Using Java's built-in Year class

java

import java.time.Year;

public class LeapYearCheck {
    public static void main(String[] args) {
        int year = 2020;
        if (Year.isLeap(year)) {
            System.out.println(year + " is a leap year");
        } else {
            System.out.println(year + " is not a leap year");
        }
    }
}

This method uses Java 8+ built-in API for simplicity and readability but requires Java 8 or higher.
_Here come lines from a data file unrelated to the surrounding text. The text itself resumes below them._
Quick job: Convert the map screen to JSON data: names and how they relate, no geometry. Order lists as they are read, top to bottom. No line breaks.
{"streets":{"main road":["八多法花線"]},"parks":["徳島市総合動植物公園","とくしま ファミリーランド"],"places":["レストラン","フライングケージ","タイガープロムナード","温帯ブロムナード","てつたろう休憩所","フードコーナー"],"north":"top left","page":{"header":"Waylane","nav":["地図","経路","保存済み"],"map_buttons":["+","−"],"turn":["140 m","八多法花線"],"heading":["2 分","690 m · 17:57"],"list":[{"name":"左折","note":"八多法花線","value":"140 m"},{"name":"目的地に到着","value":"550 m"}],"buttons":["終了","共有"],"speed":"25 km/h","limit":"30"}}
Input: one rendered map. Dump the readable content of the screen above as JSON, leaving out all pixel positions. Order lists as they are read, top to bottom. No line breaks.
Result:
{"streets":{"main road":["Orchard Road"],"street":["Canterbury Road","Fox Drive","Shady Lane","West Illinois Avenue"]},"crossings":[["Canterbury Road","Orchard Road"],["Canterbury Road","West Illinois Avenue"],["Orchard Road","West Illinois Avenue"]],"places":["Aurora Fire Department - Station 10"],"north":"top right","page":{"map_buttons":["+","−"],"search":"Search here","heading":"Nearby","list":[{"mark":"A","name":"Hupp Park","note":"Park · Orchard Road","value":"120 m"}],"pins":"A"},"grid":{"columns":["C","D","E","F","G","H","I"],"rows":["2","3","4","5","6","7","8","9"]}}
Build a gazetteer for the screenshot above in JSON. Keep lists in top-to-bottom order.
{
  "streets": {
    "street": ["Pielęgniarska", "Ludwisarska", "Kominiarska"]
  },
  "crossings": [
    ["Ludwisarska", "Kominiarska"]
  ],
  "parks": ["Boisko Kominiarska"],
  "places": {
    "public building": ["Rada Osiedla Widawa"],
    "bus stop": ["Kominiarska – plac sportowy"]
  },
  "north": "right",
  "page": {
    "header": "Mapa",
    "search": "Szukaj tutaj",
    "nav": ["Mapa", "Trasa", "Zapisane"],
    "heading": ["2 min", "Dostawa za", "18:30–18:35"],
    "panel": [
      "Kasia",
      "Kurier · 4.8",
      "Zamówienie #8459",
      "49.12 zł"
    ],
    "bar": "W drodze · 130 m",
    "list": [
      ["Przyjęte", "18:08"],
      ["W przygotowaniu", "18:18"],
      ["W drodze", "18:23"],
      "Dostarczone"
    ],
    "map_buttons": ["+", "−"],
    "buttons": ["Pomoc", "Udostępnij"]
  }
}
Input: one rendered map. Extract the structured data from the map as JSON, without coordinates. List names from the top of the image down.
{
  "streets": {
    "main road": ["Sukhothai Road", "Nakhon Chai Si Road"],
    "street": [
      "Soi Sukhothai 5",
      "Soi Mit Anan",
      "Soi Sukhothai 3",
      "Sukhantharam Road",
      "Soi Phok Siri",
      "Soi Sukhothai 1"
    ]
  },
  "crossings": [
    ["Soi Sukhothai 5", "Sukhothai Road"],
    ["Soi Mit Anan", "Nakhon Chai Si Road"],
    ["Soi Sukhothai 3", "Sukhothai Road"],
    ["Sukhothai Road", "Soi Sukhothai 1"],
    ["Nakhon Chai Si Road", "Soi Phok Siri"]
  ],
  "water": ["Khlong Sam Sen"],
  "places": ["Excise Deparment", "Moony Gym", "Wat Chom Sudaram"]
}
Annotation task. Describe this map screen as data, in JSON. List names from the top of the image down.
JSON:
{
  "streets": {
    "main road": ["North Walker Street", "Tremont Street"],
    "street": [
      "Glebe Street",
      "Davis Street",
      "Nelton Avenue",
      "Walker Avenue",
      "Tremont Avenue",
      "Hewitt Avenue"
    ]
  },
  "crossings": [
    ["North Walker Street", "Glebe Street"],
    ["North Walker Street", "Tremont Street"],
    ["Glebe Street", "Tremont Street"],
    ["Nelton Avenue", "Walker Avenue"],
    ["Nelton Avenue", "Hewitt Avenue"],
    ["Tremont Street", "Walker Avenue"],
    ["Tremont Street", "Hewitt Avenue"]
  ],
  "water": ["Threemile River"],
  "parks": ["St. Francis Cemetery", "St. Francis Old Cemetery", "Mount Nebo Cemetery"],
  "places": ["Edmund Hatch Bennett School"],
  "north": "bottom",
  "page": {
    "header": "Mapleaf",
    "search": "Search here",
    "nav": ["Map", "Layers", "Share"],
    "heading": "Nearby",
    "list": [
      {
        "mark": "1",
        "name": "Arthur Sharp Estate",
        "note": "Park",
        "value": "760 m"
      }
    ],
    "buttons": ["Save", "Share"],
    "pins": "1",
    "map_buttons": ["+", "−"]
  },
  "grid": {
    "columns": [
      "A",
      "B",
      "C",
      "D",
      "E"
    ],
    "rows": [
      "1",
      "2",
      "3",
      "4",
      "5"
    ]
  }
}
Using nested if-else statements

java

import java.util.Scanner;

public class LeapYearCheck {
    public static void main(String[] args) {
        Scanner scanner = new Scanner(System.in);
        System.out.print("Enter a year: ");
        int year = scanner.nextInt();

        if (year % 400 == 0) {
            System.out.println(year + " is a leap year");
        } else if (year % 100 == 0) {
            System.out.println(year + " is not a leap year");
        } else if (year % 4 == 0) {
            System.out.println(year + " is a leap year");
        } else {
            System.out.println(year + " is not a leap year");
        }
        scanner.close();
    }
}

This approach is more verbose but clearly separates each condition.

⚡

Complexity: O(1) time, O(1) space

Time Complexity

The program performs a fixed number of arithmetic and logical operations regardless of input size, so it runs in constant time O(1).

Space Complexity

The program uses a fixed amount of memory for variables and does not allocate extra space based on input, so space complexity is O(1).

Which Approach is Fastest?

All approaches run in constant time, but using Java's built-in Year.isLeap() method is more readable and less error-prone.

Approach	Time	Space	Best For
Manual condition check	O(1)	O(1)	Simple and clear logic
Java Year.isLeap() method	O(1)	O(1)	Readability and built-in reliability
Nested if-else	O(1)	O(1)	Explicit condition handling

💡

Remember to check the divisibility by 400 first because it overrides the 100 rule.

⚠️

Beginners often forget that years divisible by 100 are not leap years unless divisible by 400.